> [BRIEF]:
Where "setLineDash" occurs in a line of the entries below, copy that line.

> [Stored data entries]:
BEGIN

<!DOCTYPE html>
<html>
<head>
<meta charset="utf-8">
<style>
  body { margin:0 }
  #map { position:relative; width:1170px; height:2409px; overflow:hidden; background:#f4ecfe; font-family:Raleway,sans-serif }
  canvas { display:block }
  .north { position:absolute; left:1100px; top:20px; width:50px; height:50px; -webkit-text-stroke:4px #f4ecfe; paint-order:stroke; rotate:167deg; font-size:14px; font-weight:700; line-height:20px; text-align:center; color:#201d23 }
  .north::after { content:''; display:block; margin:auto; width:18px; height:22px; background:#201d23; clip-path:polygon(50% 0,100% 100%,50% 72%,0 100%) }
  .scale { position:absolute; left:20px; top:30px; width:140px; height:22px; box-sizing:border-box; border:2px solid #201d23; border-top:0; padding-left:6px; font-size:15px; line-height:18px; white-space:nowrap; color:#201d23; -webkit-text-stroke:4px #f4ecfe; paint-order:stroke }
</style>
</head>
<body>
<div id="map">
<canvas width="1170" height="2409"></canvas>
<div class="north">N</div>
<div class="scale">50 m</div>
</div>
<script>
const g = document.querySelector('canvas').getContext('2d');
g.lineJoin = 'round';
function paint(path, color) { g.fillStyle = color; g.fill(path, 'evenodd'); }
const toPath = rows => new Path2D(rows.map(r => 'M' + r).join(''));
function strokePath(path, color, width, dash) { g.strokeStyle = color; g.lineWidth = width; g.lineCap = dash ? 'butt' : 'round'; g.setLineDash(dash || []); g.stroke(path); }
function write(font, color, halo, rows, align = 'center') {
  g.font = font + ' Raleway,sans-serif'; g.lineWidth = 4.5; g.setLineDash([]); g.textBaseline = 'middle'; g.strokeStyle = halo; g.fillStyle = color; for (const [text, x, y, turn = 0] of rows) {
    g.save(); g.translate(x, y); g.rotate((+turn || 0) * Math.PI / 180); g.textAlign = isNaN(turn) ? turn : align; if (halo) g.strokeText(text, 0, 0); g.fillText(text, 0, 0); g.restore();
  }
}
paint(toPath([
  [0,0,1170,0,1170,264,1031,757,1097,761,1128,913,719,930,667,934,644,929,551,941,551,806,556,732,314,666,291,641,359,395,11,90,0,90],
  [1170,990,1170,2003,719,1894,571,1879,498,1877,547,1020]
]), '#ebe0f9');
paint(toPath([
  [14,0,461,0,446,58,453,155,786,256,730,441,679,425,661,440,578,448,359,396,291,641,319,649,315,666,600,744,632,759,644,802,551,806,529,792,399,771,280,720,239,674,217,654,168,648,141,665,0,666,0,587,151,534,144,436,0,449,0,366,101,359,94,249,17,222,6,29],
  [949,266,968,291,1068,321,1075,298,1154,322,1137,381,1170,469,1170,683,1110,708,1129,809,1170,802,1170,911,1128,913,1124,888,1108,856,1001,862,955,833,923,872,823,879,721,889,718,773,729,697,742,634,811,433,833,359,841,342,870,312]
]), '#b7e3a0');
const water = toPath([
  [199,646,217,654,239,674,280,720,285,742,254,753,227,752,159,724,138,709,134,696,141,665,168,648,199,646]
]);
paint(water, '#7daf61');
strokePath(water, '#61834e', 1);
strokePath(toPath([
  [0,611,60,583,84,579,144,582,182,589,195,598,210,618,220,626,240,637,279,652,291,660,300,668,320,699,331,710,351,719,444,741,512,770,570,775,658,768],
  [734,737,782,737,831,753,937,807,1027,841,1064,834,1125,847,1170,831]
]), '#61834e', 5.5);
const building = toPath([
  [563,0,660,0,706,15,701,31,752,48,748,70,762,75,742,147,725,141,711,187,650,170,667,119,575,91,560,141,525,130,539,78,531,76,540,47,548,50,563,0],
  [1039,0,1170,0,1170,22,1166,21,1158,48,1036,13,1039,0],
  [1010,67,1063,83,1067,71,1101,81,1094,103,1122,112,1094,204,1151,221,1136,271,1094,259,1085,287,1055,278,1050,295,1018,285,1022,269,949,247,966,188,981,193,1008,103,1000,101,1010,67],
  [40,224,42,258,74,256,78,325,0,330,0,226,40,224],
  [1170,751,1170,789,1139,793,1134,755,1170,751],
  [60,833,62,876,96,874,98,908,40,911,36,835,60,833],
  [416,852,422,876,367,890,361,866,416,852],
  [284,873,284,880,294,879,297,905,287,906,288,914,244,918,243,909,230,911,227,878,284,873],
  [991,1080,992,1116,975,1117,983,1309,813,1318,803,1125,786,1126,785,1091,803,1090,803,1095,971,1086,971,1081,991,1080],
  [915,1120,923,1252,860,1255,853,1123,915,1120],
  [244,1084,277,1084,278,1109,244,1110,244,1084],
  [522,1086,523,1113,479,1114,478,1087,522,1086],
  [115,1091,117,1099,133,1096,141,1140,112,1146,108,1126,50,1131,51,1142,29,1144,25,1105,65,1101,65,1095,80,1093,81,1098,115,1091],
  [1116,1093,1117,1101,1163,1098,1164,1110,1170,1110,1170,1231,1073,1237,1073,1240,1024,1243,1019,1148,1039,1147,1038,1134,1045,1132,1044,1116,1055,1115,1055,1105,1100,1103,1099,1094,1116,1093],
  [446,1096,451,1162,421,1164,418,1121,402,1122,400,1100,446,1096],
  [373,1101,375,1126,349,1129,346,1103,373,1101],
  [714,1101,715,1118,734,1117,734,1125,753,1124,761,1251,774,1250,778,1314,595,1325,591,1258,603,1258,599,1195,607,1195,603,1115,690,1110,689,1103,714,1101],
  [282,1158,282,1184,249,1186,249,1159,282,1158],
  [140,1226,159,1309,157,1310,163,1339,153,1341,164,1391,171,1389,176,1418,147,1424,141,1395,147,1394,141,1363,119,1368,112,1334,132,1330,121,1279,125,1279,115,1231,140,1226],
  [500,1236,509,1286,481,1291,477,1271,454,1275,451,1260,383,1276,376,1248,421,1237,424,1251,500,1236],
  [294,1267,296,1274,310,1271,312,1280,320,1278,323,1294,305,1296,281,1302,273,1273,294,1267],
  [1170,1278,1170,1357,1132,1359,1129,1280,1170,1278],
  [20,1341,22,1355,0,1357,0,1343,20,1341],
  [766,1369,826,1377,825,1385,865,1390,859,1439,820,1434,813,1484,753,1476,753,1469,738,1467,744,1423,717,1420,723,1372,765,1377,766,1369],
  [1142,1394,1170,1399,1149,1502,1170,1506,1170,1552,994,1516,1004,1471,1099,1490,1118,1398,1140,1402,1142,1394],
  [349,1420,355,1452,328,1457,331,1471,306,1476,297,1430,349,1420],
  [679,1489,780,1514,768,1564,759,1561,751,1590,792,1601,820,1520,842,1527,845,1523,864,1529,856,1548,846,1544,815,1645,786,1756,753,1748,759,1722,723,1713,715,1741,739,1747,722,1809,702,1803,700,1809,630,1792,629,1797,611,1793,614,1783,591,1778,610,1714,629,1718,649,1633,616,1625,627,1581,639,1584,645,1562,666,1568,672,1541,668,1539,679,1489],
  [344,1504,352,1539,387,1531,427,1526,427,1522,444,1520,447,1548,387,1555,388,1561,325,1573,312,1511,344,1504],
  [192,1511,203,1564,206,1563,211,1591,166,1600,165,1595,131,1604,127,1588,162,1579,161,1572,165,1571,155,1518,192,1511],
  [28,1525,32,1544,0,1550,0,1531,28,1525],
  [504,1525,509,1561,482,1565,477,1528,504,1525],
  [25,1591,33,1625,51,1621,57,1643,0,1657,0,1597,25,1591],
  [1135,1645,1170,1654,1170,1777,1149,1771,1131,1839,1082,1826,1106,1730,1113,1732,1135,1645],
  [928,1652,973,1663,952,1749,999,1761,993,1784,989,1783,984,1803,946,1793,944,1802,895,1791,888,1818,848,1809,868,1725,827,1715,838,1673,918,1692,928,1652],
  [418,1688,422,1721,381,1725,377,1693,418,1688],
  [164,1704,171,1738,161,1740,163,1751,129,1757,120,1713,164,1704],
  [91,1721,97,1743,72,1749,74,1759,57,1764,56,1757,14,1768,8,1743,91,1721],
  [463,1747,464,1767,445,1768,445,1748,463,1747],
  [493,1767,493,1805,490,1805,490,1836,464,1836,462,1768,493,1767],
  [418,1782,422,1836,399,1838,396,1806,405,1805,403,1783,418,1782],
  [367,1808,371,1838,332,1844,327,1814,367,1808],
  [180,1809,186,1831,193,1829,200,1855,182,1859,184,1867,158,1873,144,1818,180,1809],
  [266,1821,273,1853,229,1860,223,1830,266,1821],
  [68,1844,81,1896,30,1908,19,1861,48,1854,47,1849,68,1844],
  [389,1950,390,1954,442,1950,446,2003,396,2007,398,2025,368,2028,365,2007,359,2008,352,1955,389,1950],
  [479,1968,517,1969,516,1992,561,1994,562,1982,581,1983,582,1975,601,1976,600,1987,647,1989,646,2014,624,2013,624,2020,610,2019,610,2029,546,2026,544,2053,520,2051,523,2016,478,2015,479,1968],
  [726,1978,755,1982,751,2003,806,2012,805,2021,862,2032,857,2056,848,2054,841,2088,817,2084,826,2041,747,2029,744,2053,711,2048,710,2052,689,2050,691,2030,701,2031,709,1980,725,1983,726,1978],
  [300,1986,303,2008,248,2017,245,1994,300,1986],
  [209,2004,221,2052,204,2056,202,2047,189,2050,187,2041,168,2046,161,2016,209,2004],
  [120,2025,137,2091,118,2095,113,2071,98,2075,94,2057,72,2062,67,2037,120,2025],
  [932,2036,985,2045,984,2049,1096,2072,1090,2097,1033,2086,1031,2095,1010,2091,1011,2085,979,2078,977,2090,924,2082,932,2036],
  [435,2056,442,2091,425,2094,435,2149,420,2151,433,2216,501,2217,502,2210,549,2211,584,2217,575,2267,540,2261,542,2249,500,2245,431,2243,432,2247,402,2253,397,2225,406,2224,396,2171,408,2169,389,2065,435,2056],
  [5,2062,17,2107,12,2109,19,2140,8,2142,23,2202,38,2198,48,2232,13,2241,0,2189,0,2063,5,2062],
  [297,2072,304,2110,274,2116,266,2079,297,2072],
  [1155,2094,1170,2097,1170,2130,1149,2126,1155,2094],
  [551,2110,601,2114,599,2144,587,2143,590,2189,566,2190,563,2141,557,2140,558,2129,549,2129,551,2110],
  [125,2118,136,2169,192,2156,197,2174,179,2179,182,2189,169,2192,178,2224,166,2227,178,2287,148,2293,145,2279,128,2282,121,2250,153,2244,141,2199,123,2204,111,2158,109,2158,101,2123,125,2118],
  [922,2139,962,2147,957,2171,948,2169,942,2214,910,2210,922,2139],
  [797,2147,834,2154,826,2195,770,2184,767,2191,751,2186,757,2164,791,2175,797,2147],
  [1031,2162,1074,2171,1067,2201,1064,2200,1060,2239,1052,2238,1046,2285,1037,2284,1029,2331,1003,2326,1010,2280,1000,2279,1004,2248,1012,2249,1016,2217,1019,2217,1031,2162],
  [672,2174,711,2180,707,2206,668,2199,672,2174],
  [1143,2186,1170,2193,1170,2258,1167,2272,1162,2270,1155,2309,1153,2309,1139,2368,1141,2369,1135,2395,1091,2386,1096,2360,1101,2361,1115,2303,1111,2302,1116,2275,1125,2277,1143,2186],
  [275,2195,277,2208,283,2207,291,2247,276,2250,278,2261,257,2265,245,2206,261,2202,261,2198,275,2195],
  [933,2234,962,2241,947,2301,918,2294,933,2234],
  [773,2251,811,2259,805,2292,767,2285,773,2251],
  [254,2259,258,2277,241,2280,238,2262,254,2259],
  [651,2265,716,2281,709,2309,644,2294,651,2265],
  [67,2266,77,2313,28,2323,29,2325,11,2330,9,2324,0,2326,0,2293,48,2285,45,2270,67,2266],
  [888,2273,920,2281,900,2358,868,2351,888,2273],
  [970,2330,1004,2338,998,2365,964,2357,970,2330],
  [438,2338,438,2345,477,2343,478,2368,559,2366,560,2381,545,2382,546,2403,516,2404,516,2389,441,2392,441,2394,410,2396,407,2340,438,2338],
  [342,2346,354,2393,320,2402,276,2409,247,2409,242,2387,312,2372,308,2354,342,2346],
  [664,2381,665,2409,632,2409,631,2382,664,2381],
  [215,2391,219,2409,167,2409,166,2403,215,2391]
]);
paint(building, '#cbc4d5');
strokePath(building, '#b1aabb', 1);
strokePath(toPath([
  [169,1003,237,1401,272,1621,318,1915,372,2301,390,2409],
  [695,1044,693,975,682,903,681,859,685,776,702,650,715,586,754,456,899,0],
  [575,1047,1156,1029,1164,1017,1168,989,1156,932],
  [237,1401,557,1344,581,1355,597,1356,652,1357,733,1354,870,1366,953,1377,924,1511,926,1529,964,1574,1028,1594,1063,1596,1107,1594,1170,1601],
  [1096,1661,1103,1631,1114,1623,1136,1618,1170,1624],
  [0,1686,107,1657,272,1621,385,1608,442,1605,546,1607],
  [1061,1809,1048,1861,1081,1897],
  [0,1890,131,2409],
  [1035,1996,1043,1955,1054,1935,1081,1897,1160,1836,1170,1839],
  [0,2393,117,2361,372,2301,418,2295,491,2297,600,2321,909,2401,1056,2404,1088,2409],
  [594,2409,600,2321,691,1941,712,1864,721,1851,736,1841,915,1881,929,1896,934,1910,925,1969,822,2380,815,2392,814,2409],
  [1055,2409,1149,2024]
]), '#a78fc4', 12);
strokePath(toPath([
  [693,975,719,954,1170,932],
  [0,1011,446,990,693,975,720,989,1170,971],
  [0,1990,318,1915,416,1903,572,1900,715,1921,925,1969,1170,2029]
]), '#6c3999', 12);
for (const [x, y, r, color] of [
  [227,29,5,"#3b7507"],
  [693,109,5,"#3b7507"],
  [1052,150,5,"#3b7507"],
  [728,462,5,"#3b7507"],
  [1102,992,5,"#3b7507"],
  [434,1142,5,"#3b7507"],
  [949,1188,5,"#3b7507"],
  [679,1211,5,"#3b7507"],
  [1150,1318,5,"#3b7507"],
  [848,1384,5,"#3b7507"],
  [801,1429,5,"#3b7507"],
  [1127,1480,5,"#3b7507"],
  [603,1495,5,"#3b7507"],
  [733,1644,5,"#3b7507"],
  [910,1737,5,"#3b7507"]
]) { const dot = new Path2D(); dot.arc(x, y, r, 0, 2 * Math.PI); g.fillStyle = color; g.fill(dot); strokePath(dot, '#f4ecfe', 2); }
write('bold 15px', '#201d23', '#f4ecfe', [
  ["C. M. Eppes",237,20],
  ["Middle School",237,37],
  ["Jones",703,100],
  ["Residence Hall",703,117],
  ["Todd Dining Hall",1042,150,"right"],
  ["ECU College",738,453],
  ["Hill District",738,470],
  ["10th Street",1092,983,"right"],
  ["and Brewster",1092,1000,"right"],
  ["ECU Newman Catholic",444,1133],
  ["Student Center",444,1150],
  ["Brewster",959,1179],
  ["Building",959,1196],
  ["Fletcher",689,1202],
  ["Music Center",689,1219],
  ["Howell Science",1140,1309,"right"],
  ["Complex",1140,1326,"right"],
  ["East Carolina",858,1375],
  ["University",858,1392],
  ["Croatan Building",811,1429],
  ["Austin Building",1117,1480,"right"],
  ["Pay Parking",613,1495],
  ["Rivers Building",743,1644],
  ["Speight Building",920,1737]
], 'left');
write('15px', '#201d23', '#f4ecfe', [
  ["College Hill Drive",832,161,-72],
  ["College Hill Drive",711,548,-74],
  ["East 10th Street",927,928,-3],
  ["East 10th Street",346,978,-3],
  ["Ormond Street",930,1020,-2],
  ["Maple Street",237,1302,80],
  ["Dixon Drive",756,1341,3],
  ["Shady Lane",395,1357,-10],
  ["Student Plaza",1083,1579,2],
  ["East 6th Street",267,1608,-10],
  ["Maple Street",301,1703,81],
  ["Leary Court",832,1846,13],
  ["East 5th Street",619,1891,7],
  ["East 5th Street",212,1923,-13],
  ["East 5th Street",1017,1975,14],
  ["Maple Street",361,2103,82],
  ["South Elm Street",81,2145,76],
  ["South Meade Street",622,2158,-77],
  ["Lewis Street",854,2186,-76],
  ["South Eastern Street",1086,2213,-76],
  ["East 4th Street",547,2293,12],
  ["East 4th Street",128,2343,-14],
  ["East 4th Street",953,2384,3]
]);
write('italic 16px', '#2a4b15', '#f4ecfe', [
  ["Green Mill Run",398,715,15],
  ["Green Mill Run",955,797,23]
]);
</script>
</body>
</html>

END

> [FINISHED TASK]:
function strokePath(path, color, width, dash) { g.strokeStyle = color; g.lineWidth = width; g.lineCap = dash ? 'butt' : 'round'; g.setLineDash(dash || []); g.stroke(path); }
  g.font = font + ' Raleway,sans-serif'; g.lineWidth = 4.5; g.setLineDash([]); g.textBaseline = 'middle'; g.strokeStyle = halo; g.fillStyle = color; for (const [text, x, y, turn = 0] of rows) {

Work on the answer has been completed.